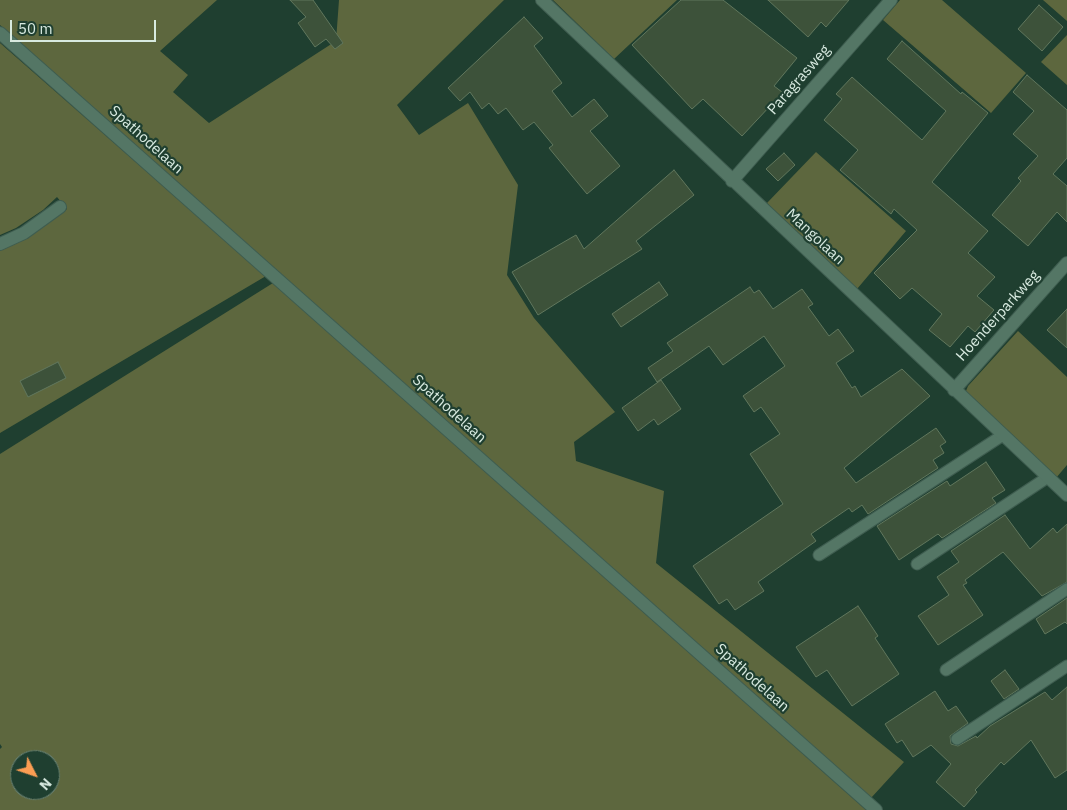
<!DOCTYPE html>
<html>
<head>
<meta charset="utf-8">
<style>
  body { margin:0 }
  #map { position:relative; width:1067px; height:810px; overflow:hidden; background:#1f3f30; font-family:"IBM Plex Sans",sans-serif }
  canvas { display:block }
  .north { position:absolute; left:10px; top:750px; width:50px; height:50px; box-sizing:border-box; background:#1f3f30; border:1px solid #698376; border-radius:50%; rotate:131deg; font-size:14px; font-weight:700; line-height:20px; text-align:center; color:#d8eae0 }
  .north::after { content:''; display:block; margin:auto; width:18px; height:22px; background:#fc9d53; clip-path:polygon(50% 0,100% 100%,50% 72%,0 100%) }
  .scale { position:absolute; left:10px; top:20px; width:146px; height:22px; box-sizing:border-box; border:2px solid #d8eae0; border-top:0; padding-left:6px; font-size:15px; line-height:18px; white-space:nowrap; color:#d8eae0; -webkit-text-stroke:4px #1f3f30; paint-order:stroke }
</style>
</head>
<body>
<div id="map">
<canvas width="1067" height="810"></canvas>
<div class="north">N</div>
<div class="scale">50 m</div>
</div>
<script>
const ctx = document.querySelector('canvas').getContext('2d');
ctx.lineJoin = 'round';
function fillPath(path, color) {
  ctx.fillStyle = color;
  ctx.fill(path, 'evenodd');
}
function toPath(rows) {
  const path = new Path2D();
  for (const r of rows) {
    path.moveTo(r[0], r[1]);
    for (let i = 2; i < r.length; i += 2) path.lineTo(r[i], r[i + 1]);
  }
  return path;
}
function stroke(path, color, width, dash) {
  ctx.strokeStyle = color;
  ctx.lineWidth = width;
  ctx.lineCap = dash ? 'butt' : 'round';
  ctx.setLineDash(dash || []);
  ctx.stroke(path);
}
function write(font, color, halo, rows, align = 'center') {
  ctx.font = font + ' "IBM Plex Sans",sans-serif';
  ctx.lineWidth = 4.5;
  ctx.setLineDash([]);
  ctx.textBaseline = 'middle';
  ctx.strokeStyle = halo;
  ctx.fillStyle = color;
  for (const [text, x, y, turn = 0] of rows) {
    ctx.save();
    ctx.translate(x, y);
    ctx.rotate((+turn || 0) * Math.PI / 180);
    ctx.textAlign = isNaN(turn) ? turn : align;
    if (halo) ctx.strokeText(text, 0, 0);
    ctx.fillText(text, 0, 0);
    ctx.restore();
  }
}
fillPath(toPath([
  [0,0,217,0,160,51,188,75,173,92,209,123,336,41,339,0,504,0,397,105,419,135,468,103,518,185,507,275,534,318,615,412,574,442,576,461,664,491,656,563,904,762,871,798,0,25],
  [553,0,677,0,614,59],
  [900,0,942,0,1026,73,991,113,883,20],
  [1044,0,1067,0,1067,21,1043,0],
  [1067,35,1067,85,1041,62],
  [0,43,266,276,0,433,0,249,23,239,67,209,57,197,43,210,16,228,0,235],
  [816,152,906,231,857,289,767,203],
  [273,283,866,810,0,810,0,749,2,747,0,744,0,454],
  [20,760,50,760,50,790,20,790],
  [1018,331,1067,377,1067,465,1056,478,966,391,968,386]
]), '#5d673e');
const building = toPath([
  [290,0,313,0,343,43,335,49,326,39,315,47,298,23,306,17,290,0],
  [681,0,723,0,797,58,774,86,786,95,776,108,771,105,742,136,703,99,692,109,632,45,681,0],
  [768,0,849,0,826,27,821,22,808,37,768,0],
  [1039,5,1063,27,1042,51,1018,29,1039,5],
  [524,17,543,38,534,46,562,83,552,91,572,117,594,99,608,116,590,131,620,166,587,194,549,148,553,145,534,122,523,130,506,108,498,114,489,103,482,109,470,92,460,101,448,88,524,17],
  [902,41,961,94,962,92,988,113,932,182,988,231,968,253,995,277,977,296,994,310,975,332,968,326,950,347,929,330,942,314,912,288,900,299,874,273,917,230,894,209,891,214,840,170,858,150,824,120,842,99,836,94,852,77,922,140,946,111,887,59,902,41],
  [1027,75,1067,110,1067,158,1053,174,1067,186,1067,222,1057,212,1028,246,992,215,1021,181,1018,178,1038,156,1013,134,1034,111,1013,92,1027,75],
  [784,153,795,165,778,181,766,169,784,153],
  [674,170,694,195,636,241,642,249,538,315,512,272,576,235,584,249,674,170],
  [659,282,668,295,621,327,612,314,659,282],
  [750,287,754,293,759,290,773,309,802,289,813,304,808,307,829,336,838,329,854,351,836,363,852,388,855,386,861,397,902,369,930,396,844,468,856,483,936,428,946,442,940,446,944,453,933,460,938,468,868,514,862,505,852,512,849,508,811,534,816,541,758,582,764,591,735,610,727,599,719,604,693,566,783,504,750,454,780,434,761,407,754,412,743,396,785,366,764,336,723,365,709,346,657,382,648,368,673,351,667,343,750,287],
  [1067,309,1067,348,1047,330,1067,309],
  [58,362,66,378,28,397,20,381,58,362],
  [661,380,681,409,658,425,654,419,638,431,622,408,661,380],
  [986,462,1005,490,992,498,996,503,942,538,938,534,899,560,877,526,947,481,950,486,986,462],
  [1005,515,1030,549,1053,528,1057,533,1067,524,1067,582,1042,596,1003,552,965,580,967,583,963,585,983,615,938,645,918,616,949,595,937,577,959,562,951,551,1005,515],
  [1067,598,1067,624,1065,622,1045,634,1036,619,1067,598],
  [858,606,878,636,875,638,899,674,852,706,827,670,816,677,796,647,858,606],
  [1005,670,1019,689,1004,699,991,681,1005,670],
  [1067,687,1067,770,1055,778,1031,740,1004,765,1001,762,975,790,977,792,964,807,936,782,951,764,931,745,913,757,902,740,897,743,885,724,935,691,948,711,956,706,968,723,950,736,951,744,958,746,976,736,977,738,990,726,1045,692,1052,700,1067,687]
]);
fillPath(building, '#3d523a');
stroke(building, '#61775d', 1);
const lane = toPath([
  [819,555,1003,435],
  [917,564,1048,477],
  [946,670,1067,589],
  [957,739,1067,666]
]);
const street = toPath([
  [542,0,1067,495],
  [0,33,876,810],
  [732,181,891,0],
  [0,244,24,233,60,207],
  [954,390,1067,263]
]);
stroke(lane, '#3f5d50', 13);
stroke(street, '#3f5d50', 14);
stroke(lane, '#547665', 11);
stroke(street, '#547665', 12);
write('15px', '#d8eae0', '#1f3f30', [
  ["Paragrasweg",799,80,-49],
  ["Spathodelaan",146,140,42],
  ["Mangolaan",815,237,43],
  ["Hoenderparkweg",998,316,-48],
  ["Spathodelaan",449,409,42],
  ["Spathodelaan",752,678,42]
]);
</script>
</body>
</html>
- - -
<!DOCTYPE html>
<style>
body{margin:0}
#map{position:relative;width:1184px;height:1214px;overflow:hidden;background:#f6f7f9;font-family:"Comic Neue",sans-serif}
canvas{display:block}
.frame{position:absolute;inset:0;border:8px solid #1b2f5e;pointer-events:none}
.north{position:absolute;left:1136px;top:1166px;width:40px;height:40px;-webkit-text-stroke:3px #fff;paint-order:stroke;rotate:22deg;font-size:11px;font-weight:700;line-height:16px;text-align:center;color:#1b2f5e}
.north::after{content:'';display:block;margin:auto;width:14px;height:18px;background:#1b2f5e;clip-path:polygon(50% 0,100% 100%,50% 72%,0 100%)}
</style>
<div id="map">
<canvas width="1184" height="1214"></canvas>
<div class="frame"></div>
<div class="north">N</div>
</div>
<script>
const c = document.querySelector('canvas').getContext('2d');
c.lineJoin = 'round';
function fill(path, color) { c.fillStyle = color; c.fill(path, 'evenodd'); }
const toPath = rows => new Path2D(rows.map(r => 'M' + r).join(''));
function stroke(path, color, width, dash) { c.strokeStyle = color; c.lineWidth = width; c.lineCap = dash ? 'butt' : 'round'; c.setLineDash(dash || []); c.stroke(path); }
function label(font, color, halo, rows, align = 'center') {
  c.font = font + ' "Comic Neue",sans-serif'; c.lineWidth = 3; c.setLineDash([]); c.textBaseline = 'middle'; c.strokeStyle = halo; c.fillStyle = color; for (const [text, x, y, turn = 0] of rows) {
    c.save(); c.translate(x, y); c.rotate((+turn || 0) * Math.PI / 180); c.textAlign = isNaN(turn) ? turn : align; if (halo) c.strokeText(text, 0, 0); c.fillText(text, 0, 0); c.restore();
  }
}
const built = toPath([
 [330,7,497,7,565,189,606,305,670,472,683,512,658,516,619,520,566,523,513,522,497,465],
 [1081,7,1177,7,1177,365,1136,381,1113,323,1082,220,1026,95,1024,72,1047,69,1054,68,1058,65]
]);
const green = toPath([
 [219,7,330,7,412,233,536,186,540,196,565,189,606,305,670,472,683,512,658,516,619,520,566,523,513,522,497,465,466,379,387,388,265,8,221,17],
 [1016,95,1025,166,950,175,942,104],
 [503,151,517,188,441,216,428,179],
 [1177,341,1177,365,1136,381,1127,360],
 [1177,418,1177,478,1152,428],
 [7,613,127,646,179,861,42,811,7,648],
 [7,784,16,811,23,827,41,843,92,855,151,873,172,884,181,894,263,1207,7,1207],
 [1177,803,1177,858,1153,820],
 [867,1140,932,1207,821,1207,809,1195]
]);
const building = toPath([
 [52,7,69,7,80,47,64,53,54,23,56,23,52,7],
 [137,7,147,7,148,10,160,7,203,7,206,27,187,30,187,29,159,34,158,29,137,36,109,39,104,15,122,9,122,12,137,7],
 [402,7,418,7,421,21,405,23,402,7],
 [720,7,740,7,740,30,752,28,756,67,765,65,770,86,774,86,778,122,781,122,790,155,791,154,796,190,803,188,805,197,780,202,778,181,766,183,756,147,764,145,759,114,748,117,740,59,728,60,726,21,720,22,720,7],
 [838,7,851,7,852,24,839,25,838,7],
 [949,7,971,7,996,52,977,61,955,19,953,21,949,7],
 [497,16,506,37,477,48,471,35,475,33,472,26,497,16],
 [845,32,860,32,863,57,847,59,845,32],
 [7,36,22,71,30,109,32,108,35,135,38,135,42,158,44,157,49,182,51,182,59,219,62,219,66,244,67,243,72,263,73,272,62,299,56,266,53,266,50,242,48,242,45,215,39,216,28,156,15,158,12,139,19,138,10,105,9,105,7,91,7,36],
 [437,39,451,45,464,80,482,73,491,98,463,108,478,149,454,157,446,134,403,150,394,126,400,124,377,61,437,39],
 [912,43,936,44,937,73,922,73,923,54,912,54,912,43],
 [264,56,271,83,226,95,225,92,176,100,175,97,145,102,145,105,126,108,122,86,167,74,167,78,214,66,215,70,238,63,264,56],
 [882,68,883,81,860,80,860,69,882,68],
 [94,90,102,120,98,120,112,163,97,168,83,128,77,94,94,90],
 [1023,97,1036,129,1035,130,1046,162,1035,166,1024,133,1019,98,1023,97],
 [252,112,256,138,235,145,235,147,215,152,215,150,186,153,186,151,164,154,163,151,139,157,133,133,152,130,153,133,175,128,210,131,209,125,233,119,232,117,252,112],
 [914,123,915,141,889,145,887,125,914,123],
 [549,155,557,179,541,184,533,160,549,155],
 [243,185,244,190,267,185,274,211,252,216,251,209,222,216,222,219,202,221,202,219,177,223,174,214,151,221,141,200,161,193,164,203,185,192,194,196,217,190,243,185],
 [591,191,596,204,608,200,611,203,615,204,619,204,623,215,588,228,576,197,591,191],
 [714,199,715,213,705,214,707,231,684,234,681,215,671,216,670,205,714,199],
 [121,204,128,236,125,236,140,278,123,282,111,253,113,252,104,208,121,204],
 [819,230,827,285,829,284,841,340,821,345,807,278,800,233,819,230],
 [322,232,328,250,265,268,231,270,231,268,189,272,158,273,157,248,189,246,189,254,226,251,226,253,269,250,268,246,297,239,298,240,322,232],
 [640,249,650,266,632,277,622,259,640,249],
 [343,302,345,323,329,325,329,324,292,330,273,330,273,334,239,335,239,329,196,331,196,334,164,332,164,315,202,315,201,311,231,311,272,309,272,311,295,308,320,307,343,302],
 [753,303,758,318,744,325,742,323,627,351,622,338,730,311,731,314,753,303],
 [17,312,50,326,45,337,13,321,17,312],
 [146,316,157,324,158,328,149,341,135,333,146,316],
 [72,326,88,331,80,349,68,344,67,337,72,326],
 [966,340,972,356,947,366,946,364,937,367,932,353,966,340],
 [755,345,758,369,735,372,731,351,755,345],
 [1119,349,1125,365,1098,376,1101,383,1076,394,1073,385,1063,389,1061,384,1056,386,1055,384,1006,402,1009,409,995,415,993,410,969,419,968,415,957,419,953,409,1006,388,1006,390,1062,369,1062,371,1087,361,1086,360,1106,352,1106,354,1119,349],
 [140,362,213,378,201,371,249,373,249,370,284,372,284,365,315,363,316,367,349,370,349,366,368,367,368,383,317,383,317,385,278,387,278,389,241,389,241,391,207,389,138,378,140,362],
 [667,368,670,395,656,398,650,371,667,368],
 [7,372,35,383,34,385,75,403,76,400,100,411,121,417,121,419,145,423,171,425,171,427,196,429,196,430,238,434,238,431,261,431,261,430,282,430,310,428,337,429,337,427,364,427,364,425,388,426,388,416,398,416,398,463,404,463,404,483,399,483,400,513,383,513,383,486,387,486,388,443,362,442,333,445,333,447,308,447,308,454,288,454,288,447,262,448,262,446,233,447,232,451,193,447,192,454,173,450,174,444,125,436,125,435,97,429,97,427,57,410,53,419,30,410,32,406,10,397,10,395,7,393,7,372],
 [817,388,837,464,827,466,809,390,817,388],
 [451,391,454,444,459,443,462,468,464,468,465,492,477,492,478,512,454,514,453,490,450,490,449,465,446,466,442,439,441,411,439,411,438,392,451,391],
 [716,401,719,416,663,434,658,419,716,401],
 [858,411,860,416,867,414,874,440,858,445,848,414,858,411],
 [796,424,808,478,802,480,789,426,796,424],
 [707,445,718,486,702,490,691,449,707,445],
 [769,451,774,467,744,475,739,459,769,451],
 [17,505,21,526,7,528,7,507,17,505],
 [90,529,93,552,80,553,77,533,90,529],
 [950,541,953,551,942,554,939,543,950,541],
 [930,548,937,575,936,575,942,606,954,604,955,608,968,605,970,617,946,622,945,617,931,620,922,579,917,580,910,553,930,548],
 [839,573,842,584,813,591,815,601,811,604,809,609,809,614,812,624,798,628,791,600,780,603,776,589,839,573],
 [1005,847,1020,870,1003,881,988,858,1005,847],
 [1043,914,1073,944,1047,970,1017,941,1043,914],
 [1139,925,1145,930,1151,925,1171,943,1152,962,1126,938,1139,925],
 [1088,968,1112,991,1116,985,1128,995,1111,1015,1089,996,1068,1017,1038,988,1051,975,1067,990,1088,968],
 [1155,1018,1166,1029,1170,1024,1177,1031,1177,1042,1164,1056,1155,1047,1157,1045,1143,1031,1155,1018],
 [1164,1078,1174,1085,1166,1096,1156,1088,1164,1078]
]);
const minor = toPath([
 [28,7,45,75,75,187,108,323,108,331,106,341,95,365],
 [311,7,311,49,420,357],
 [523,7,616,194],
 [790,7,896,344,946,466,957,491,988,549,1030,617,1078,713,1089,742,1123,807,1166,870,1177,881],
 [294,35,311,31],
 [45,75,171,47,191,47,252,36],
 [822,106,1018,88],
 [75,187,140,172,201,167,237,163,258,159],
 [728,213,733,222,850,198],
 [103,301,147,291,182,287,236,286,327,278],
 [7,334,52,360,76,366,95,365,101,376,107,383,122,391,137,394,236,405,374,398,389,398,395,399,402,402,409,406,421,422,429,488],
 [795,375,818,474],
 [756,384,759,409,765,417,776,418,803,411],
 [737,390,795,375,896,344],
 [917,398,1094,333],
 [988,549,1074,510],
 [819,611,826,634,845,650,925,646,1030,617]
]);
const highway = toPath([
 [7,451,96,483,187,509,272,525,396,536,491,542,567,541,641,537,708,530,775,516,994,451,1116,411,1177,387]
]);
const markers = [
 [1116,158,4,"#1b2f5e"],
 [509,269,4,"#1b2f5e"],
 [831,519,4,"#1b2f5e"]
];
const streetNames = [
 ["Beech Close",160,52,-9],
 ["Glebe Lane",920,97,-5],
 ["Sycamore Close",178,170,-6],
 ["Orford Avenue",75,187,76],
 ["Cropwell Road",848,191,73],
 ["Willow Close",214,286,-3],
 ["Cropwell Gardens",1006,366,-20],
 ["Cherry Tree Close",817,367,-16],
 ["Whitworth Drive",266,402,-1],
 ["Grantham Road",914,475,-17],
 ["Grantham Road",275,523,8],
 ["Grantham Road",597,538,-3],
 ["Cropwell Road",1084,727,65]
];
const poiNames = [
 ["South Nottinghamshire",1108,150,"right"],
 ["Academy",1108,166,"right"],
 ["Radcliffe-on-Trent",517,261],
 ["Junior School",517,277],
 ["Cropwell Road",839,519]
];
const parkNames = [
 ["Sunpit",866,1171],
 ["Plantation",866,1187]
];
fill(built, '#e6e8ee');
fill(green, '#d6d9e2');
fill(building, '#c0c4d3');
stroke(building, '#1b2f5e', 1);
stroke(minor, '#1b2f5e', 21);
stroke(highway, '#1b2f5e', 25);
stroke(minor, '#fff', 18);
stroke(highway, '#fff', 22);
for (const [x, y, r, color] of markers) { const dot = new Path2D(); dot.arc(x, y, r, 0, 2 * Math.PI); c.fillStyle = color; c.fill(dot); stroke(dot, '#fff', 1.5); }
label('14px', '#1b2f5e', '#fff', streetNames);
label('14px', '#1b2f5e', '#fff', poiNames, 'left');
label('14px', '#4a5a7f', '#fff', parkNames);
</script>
- - -
Aim of the exercise - Whenever the word "getContext" shows up in a line, that line counts. Say how many lines of the data count, giving the number alone.

Result - 2